━━ SUPPLIED DATA

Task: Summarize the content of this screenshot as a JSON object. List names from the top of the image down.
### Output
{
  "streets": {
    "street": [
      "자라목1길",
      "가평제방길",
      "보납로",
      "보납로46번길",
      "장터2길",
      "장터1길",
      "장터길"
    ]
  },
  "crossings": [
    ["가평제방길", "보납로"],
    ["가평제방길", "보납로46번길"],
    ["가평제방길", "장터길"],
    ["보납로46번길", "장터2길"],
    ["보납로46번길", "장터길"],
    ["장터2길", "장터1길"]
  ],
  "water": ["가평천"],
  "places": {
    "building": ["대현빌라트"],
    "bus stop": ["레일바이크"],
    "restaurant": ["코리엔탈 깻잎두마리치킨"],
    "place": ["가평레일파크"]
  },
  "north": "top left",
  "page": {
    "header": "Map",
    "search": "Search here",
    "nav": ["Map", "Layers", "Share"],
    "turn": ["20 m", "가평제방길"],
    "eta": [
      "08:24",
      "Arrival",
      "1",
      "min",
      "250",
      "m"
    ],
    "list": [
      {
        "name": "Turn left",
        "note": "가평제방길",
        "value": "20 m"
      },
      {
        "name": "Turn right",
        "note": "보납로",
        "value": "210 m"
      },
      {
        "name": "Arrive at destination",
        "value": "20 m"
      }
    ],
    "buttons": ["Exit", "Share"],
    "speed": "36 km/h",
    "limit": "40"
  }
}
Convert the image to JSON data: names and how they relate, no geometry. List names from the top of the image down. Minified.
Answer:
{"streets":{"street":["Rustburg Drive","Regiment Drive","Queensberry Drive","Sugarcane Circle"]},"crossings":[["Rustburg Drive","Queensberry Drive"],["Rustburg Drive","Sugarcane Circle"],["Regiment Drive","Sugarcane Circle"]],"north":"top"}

━━━━

WHAT TO DO ::
In the entries above, copy each line that contains the string "image".

RESPONSE TO THE TASK ::
Task: Summarize the content of this screenshot as a JSON object. List names from the top of the image down.
Convert the image to JSON data: names and how they relate, no geometry. List names from the top of the image down. Minified.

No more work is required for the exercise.